### YOUR GOAL
Among the entries below, find the lines holding "this" and copy them.

··· MATERIAL SHOWN ···

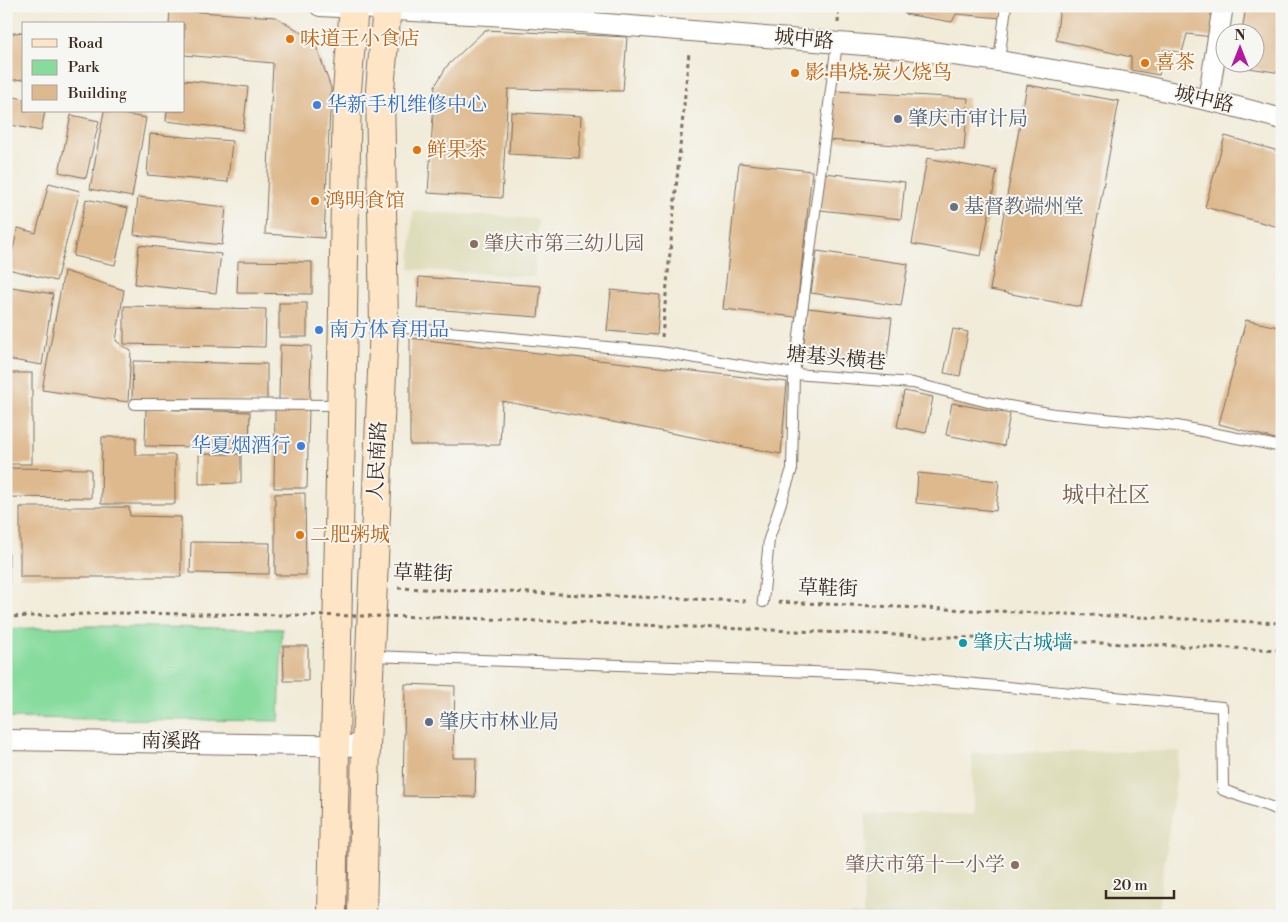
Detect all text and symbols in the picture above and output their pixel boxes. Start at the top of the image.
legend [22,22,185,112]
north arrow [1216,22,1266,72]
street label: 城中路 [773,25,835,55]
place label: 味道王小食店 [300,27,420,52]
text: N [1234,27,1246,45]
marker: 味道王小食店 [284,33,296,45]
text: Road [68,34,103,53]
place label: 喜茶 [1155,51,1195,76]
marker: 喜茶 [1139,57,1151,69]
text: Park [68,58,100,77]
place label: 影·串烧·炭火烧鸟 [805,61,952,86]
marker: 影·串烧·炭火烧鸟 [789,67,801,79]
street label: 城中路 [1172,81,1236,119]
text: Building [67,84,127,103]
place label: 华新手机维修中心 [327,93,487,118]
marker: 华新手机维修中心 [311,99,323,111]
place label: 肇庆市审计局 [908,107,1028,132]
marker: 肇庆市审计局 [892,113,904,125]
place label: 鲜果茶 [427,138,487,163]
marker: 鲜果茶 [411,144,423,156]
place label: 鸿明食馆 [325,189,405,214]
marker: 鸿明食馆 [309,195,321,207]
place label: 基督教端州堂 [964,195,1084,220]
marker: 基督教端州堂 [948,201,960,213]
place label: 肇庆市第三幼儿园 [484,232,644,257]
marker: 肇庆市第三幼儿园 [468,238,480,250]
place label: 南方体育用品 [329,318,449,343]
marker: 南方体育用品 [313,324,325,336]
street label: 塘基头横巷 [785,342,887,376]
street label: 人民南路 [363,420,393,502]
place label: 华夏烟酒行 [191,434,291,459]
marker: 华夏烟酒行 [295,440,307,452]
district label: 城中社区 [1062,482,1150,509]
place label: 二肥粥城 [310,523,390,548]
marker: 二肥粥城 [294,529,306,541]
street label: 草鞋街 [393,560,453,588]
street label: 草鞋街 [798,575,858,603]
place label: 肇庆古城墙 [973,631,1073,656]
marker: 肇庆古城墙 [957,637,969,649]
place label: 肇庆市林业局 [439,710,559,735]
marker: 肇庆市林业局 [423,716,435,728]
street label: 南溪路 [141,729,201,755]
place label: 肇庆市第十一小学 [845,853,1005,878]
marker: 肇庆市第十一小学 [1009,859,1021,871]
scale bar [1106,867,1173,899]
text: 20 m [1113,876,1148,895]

···
··· MATERIAL SHOWN ···

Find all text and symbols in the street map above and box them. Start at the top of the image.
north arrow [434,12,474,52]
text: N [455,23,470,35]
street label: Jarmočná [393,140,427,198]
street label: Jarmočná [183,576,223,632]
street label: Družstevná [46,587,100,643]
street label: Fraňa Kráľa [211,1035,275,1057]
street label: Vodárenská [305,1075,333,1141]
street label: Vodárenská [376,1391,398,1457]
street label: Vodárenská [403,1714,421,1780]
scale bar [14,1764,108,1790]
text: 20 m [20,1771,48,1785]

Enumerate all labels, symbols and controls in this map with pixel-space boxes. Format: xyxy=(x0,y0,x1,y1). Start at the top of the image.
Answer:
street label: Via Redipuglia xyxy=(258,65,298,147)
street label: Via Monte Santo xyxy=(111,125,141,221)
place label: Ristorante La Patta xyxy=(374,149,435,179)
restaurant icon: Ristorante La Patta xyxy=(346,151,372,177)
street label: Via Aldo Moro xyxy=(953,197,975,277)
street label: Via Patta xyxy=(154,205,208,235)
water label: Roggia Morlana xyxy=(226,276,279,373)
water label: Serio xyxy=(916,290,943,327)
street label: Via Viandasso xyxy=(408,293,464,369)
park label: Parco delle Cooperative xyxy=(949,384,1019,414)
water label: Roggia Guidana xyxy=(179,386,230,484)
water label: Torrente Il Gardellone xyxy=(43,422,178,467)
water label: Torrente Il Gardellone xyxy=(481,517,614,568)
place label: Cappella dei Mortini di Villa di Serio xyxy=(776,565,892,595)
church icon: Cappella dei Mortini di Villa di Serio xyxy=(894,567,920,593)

···
··· MATERIAL SHOWN ···

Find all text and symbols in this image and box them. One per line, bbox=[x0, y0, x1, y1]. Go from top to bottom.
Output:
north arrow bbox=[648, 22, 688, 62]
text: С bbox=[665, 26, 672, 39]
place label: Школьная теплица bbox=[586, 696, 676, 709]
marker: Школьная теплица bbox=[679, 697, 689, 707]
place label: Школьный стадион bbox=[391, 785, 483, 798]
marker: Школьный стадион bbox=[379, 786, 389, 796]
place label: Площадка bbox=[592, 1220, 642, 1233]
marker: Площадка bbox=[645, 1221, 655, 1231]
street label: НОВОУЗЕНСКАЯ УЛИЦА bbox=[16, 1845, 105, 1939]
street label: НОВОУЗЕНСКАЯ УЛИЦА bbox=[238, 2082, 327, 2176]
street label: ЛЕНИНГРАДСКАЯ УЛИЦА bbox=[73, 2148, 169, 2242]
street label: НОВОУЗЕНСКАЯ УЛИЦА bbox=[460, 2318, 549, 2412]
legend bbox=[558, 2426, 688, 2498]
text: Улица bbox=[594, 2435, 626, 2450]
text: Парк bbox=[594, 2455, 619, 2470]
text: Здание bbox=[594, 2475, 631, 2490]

···

### ANSWER SECTION
Enumerate all labels, symbols and controls in this map with pixel-space boxes. Format: xyxy=(x0,y0,x1,y1). Start at the top of the image.
Find all text and symbols in this image and box them. One per line, bbox=[x0, y0, x1, y1]. Go from top to bottom.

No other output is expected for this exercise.